Simulation / Modeling / Design

Building Recommender Systems Faster Using Jupyter Notebooks from NGC

The NVIDIA NGC team is hosting a webinar with live Q&A to dive into this Jupyter notebook available from the NGC catalog. Learn how to use these resources to kickstart your AI journey. Register now: NVIDIA NGC Jupyter Notebook Day: Recommender System.

Recommender systems deal with predicting user preferences for products based on historical behavior and are widespread in online retail for product recommendations, in social media for targeted ads, in streaming video and music platforms for providing user centric content, and more.

In my previous post, Building Image Segmentation Faster Using Jupyter Notebooks from NGC, I discussed some of the problems inherent in building, training, and optimizing state-of-the-art models. I also explained how NGC is now adding sample Jupyter notebooks, complete with instructions on how to train and deploy a model using these artefacts from the NGC Catalog.

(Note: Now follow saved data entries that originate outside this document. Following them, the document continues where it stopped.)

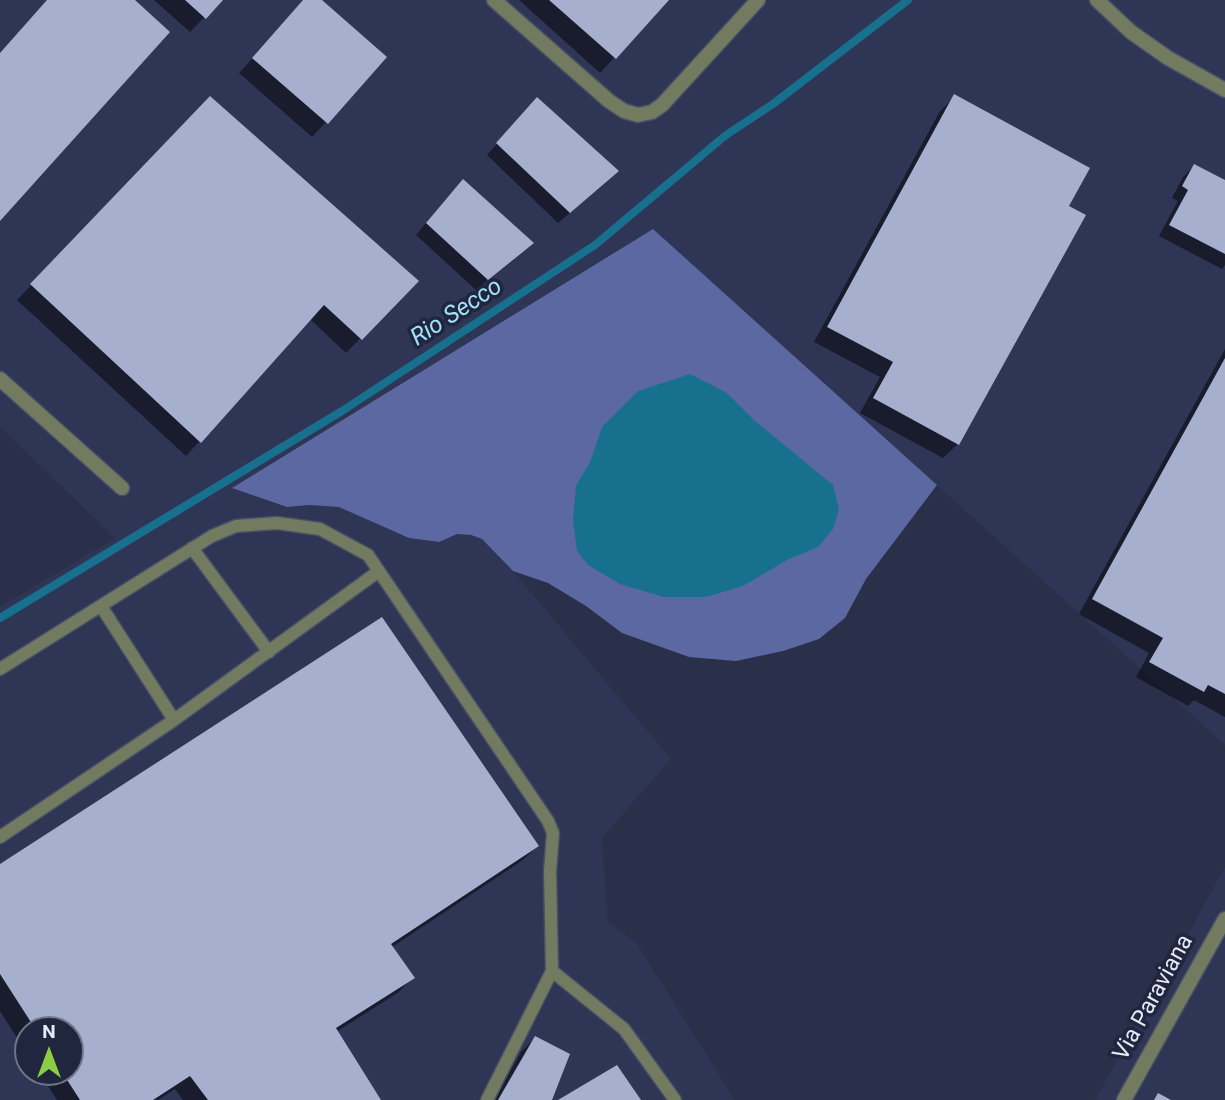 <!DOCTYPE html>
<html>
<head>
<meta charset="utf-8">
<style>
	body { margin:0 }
	#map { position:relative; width:1225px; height:1100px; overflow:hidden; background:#2a3049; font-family:Roboto,sans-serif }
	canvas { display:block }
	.north { position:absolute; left:14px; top:1016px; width:70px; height:70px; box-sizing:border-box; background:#21263f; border:2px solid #6f748a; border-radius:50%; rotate:0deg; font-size:19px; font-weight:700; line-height:28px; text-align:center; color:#e5eafa }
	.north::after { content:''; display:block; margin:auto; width:24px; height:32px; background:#8bce46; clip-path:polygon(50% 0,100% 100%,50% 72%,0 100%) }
</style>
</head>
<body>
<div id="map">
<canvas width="1225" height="1100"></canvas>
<div class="north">N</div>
</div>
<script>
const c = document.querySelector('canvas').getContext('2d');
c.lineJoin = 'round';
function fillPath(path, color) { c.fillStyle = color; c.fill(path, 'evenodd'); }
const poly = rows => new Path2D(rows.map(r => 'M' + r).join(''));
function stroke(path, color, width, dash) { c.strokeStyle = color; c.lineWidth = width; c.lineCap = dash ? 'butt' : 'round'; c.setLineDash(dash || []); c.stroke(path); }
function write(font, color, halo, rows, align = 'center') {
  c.font = font + ' Roboto,sans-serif'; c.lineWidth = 7; c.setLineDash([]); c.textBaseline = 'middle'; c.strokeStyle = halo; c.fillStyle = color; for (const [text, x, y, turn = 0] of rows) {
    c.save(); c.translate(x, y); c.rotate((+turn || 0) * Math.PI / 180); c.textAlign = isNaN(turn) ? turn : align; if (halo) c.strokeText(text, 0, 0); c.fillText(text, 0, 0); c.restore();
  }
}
fillPath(poly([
	[0,0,1225,0,1225,745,653,229,233,487,287,507,309,505,339,507,409,538,439,542,457,533,471,535,482,539,513,571,671,759,602,838,608,922,636,942,735,1100,0,1100,0,607,115,538,0,427],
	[28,1030,70,1030,70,1072,28,1072],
	[1225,867,1225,1100,1095,1100]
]), '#2e3555');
fillPath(poly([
	[653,229,937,485,866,579,845,618,819,639,783,651,736,661,689,657,622,633,586,606,548,583,513,571,482,539,471,535,457,534,439,542,409,538,339,507,309,505,287,507,232,488]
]), '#5b68a1');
fillPath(poly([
	[690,374,727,393,755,421,833,485,839,509,833,529,818,547,787,560,743,586,706,597,664,597,620,584,588,565,577,551,573,520,576,486,591,460,602,427,638,391]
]), '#17718e');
fillPath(poly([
	[154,0,221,0,190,32],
	[305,0,319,0,385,58,312,137,239,73],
	[519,0,667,0,600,73],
	[955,97,1067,207,958,444,943,458,860,413,880,377,814,342,940,111],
	[526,110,606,182,558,223,487,155],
	[196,113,416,281,346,353,310,319,186,456,17,300],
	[1194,166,1225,182,1225,265,1222,269,1159,236,1178,201,1172,198,1183,177],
	[452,192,520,253,476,290,416,235],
	[1225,349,1225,717,1194,700,1188,706,1136,677,1149,653,1079,614],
	[537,846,523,860,392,947,413,977,399,992,336,1032,379,1100,183,1100,175,1089,158,1100,57,1100,39,1072,70,1072,70,1030,28,1030,28,1055,0,1011,0,866],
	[535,1038,550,1100,494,1100,521,1052]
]), '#0007');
stroke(poly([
	[0,618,342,411,595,245,726,135,773,104,908,0]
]), '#17718e', 8);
fillPath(poly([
	[47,0,135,0,170,32,0,221,0,53],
	[185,0,223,0,206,19],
	[303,0,322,0,387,57,328,124,252,58],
	[549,0,669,0,616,59],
	[954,94,1090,168,1069,206,1086,215,959,445,873,398,893,362,827,327],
	[210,96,419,281,362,340,324,305,201,443,30,284],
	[537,97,619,171,570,213,496,143],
	[1194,164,1225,180,1225,254,1169,225,1188,190,1182,186],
	[463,179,534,243,488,280,426,223],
	[1225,358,1225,694,1208,685,1204,692,1149,662,1163,638,1092,599],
	[382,617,539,846,391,944,415,978,336,1028,381,1100,208,1100,190,1076,153,1100,80,1100,62,1072,70,1072,70,1030,36,1030,0,974,0,864],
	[535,1036,570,1054,552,1100,498,1100],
	[617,1065,641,1100,558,1100],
	[1158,1093,1171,1100,1154,1100]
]), '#a6afce');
const lane = poly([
	[192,548,269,652],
	[0,669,212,536,236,526,277,523,320,529,368,555,548,821,553,833,550,871,552,971,487,1100],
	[174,720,379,571],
	[0,837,174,720,101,606],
	[552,971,624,1029,675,1100]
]);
const street = poly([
	[494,0,609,101,624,111,638,115,652,112,662,105,758,0],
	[1097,0,1131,32,1168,58,1225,90],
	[0,379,122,488],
	[1124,1100,1225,919]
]);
stroke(lane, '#484e65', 15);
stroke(street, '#484e65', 17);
stroke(lane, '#727b60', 12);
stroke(street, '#727b60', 14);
write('23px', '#e5eafa', '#21263f', [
	["Via Paraviana",1154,998,-61]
]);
write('italic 24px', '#a2e1fb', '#21263f', [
	["Rio Secco",457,313,-33]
]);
</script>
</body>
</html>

In this post, I show how you can use the sample recommendation system notebook. The trained model in this notebook predicts the rate of a movie for a user and recommends movies.

Recommender system

The Variational Autoencoder (VAE) shown here is an optimized implementation of the architecture first described in Variational Autoencoders for Collaborative Filtering and can be used for recommendation tasks. The Jupyter notebook shows the process of training and testing the VAE model. The model consists of two parts: the encoder and decoder. The encoder transforms the vector, which contains the interactions for a specific user, into a n-dimensional variational distribution. You can use this variational distribution to obtain a latent representation of a user. This latent representation is then fed into the decoder. The result is a vector of item interaction probabilities for a particular user.

The Variational Autoencoder (VAE) shown here is an optimized implementation of the architecture first described in Variational Autoencoders for Collaborative Filtering and can be used for recommendation tasks
Figure 1. Model architecture for recommender systems.

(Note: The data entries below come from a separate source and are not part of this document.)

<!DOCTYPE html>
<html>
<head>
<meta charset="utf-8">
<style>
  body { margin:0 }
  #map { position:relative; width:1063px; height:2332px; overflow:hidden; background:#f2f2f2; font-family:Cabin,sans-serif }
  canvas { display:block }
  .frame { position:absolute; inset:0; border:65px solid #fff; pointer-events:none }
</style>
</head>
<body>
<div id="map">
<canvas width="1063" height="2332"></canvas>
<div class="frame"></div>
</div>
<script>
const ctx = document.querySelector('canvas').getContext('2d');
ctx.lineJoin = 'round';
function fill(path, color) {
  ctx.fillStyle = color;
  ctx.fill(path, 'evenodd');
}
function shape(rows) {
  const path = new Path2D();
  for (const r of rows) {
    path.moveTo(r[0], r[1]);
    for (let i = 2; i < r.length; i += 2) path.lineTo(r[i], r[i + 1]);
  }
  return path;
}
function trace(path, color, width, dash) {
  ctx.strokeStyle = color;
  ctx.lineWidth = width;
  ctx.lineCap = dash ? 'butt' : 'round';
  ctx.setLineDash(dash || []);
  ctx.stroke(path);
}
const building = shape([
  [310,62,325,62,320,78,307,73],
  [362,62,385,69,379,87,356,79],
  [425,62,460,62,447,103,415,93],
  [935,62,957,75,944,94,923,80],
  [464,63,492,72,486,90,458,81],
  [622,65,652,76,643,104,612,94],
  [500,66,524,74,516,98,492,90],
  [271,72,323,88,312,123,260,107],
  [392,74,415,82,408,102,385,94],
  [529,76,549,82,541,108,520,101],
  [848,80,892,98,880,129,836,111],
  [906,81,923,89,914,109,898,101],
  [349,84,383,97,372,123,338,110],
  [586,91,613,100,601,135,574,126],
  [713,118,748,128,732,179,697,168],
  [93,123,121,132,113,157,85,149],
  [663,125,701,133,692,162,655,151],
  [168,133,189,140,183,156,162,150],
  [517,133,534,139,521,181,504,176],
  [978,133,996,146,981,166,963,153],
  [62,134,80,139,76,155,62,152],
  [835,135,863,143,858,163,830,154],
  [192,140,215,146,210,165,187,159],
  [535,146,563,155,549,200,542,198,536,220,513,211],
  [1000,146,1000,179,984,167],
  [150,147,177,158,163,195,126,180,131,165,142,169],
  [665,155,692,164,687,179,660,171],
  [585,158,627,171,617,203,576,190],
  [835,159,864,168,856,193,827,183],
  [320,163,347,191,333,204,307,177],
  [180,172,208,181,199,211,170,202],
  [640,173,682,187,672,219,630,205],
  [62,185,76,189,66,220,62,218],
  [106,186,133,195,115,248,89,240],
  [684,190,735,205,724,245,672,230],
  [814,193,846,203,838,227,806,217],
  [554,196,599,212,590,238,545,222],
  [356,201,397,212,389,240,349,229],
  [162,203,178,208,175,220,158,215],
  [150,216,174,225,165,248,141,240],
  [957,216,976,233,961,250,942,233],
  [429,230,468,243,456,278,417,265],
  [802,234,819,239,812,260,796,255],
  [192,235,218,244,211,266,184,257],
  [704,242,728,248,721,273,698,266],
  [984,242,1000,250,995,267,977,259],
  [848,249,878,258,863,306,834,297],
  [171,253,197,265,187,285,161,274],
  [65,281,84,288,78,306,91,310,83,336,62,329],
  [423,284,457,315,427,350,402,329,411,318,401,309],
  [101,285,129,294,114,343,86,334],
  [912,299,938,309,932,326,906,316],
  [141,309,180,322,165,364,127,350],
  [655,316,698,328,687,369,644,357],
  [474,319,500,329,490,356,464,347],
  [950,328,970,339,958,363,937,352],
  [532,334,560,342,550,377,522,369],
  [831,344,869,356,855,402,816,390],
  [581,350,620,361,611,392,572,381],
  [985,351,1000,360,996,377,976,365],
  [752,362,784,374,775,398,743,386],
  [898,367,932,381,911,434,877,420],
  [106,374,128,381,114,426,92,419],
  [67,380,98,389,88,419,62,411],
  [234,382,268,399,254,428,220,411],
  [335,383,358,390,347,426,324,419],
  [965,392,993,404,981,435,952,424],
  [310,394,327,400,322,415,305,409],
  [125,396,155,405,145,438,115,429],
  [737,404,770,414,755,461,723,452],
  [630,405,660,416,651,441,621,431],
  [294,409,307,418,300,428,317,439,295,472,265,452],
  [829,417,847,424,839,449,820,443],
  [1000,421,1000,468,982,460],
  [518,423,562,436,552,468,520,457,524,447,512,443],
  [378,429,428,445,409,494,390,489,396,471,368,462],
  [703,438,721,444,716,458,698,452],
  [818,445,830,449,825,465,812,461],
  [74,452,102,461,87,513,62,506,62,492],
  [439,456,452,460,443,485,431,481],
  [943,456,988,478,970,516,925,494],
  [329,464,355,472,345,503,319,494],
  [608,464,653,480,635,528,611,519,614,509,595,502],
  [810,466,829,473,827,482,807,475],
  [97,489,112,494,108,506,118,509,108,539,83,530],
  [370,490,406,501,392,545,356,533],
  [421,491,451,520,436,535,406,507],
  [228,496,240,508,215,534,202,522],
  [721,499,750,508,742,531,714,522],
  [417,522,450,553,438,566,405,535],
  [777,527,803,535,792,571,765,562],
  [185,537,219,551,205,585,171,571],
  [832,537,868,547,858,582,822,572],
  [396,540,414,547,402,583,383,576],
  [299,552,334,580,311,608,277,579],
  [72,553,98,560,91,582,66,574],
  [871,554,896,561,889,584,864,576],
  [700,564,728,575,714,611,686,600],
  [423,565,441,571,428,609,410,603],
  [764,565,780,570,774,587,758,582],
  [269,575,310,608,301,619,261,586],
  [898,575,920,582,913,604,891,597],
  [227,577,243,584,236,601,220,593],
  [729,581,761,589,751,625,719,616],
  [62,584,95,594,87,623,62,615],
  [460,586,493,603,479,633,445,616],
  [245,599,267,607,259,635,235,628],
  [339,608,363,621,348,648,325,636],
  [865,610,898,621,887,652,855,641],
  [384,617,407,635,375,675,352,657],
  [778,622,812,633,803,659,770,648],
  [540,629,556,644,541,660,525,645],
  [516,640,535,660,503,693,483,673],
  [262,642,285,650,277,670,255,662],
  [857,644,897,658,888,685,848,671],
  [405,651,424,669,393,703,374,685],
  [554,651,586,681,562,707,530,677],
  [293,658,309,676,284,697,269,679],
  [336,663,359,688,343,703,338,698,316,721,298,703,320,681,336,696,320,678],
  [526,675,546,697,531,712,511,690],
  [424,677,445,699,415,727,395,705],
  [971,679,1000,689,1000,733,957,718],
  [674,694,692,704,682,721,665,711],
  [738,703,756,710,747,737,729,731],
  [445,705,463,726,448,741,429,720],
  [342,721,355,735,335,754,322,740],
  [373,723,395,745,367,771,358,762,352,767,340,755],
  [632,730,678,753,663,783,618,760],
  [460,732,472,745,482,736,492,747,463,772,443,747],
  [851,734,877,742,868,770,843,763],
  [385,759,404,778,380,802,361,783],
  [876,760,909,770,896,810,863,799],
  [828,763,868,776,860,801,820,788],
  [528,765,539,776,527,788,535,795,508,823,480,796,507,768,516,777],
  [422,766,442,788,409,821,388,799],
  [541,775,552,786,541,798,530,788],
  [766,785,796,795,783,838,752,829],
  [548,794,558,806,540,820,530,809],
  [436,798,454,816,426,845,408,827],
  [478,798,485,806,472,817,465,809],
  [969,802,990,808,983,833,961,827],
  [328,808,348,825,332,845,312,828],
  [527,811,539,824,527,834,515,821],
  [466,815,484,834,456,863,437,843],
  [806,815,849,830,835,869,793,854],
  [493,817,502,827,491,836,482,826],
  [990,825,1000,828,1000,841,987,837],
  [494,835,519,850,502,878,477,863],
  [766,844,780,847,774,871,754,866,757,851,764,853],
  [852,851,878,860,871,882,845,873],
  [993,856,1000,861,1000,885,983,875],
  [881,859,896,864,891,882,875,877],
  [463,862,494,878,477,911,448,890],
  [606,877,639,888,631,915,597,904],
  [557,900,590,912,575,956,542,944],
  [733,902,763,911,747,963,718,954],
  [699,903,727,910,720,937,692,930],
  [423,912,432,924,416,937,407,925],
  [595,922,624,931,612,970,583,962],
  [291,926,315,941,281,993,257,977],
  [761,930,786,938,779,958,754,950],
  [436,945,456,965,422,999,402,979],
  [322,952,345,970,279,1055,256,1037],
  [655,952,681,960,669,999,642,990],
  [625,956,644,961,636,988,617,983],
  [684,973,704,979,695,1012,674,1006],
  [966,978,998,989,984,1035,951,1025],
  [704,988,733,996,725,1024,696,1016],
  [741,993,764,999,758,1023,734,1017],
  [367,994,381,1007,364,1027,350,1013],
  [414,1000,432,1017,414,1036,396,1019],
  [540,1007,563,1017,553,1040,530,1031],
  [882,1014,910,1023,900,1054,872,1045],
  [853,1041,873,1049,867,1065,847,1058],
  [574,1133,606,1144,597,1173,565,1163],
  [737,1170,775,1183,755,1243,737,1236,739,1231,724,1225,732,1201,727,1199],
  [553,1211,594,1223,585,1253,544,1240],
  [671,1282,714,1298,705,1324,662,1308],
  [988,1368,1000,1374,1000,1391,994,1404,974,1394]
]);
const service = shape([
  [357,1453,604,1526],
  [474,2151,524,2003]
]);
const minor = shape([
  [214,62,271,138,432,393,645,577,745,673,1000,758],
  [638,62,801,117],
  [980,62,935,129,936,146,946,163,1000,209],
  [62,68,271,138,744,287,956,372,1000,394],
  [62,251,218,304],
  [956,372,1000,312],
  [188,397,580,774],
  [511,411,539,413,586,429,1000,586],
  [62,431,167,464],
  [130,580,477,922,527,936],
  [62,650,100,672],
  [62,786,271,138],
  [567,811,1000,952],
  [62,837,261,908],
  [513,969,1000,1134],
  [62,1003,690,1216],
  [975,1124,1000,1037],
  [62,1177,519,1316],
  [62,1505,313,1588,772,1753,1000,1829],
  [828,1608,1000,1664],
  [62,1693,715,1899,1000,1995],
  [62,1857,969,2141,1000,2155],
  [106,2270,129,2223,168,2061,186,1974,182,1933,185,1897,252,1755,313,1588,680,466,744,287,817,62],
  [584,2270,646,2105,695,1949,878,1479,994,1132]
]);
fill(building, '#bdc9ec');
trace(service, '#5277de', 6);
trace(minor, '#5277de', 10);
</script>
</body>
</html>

The following features were implemented in this model:

  • Sparse matrix support
  • Data-parallel multi-GPU training
  • Dynamic loss scaling with backoff for tensor cores (mixed precision) training
  • Feature support matrix

To follow this tutorial, ensure that you have the following resources:

Clone the repository

You can find the resources related to this model on the NGC Catalog resources page. The resource can be downloaded manually from the top right menu or by using the wget resource command.

The image shows the VAE Recommender Model page, with all the pull instructions, documentation for setting up the model and the necessary performance metrics associated with this model.
Figure 2. Resource landing page for VAE Recommender Model in the NGC Catalog.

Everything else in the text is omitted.